Terlebih jaringan transmisi yang ada di Sumatra Utara lebih banyak dialirkan dari Sumatra Selatan, sehingga hal itu yang menyebabkan pemadaman total di pulau Sumatra.
"Jadi kalau kita lihat dari kejadiannya sendiri, ini secara teknis itu kan untuk daya yang ada di Sumatera bagian utara, ini kan relatif itu lebih banyak juga dialirkan dari selatan. Pada saat itu ada kejadian, jadi sehingga seluruh sistem itu ada ini terjadi blackout," ungkapnya.
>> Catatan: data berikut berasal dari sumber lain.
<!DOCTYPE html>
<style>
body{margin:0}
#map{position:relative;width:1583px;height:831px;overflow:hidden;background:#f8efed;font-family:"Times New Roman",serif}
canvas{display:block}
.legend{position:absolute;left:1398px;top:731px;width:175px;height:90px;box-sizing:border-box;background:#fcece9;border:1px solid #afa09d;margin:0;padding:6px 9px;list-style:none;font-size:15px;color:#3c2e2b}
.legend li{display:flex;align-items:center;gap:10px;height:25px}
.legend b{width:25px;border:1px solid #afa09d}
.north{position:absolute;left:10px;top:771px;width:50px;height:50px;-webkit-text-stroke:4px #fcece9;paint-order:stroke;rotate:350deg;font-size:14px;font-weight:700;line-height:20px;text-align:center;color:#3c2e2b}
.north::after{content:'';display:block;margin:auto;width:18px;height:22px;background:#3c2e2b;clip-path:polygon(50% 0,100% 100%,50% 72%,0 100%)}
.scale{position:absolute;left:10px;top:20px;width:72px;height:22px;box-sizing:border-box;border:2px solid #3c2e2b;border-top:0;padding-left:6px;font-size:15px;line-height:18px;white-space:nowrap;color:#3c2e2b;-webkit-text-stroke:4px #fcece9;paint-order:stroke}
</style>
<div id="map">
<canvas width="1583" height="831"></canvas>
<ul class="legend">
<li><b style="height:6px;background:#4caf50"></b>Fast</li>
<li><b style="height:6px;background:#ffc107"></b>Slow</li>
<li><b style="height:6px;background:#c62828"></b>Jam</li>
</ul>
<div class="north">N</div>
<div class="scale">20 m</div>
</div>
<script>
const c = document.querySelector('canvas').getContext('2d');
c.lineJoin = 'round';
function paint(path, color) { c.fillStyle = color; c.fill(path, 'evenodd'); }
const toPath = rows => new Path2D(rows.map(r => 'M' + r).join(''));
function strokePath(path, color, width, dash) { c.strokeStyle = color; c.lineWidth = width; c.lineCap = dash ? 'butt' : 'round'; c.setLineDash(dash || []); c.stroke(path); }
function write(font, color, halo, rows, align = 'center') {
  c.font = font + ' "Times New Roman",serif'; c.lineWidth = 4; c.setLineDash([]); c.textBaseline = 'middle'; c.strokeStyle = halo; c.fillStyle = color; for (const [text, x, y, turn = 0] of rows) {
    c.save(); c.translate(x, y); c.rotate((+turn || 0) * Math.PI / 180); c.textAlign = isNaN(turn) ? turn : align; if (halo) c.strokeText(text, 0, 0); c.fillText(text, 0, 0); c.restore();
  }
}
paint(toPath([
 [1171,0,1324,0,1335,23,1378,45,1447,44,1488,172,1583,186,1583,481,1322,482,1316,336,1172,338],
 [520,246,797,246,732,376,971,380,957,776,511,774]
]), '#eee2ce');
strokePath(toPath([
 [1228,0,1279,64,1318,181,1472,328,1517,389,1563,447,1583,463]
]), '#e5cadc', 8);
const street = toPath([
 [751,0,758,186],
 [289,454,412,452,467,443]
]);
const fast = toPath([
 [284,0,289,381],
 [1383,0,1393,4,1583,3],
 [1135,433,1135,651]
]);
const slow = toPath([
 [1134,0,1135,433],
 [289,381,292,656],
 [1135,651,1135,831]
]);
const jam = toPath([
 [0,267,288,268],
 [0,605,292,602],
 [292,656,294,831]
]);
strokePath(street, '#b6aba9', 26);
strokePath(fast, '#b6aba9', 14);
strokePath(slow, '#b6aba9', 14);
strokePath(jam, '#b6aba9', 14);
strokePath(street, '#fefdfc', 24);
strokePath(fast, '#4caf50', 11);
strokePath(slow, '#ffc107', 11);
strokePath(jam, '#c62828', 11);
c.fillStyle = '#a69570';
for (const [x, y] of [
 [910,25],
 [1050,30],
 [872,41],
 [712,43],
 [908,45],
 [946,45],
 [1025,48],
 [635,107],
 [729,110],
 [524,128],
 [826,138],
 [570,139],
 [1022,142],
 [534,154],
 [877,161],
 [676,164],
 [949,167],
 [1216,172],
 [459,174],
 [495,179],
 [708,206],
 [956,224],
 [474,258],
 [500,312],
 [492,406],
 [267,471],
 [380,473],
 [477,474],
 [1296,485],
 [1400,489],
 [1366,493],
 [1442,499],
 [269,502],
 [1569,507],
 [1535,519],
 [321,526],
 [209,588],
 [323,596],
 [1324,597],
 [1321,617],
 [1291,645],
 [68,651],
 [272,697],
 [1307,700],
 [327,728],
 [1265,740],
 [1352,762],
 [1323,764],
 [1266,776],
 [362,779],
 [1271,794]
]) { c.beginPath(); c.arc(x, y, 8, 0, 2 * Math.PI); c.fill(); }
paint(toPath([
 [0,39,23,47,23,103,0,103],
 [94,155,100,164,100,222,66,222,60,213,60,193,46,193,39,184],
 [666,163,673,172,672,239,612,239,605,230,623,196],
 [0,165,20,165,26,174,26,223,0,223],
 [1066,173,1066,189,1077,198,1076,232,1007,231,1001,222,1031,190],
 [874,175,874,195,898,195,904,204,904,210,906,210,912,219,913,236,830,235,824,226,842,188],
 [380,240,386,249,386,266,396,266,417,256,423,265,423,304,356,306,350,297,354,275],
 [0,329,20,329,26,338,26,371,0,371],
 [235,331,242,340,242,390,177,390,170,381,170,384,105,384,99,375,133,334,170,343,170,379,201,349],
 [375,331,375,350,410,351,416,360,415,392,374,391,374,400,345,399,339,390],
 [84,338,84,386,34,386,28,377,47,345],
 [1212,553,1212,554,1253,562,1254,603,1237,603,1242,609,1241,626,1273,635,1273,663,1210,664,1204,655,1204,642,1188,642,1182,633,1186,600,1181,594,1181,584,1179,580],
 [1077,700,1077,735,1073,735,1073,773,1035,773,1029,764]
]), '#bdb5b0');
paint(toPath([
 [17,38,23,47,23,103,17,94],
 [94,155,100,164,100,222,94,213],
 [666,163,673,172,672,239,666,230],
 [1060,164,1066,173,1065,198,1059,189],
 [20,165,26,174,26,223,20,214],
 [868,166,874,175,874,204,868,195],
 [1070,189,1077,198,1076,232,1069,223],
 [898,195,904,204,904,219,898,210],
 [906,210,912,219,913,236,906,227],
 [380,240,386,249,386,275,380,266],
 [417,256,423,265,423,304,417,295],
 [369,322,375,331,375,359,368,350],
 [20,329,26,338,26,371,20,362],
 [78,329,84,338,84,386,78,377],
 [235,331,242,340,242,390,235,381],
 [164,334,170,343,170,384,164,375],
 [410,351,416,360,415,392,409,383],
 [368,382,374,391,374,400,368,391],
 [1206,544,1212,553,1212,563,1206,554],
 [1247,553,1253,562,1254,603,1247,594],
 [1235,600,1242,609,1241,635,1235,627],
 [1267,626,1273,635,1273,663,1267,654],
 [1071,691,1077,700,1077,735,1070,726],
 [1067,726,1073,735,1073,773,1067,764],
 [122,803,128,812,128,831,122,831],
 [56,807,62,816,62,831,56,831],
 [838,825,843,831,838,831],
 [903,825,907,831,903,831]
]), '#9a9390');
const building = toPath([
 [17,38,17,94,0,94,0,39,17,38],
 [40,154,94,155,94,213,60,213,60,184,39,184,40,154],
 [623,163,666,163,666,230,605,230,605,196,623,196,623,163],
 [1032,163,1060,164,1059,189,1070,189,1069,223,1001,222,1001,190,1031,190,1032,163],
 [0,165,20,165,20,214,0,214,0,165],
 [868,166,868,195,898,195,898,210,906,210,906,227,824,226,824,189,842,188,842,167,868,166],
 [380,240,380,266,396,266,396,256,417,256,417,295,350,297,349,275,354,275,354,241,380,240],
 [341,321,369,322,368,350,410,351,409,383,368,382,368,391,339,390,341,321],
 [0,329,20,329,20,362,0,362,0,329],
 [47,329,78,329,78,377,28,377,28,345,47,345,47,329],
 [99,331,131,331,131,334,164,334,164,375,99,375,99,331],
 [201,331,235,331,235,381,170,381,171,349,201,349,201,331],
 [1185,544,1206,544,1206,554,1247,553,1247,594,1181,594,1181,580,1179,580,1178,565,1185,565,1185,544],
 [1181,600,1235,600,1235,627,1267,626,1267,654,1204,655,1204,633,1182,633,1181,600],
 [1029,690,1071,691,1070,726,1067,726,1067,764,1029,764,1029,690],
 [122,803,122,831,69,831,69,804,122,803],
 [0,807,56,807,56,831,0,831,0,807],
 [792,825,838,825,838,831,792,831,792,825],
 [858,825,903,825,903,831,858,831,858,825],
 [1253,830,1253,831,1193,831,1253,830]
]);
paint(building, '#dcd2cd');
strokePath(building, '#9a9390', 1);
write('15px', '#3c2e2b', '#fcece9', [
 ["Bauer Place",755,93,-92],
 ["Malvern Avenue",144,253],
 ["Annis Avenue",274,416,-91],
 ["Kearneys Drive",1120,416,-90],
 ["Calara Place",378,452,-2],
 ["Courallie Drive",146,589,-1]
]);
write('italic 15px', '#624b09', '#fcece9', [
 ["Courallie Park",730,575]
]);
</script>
Sementara terkait dengan lamanya pemadaman, ia menjelaskan, PLN mengalami kesulitan untuk memulihkan jaringan. Karena ketika terjadi pemadaman, satu per satu sistem harus kembali dihidupkan.
"Jadi yang kita lakukan ini proses penghidupan kembali, yang pertama itu adalah dari PLTA, kemudian geothermal, itu ada PLTD, dan juga ada gas. Secara teknis PLTU memerlukan waktu sekitar 12 jam, dan itu kita lakukan," tuturnya.
"Kami dari Kementerian ESDM menurunkan tim ke lapangan untuk mengecek, itu alhamdulillah dalam jangka waktu yang ini, sesuai dengan apa yang kita koordinasikan dengan PLN, itu bisa pulih 100 persen," kata Yuliot.